Raw data =
■ ■ ■

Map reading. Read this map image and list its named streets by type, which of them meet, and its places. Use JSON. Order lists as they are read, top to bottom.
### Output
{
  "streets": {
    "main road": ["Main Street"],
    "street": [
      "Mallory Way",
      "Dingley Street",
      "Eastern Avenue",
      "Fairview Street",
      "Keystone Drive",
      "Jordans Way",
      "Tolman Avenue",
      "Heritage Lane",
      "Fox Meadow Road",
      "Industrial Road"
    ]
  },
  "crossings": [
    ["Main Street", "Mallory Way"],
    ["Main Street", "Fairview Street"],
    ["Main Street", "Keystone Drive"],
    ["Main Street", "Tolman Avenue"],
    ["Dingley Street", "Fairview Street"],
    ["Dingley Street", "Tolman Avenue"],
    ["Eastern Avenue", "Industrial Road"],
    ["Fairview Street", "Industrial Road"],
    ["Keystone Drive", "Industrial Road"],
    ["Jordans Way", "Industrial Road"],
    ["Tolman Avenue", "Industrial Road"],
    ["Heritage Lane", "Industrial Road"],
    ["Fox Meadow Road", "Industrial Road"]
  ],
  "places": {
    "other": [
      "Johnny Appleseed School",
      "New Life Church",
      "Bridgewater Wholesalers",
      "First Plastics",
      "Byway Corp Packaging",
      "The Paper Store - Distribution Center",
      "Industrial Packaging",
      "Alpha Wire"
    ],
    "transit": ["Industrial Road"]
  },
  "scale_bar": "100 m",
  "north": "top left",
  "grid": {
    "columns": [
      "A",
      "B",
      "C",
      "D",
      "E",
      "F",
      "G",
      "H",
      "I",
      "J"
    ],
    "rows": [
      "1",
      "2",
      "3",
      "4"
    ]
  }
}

■ ■ ■

Each line of the listing above that includes the word "places" is to be counted, and only the total reported.

Output for this task = 2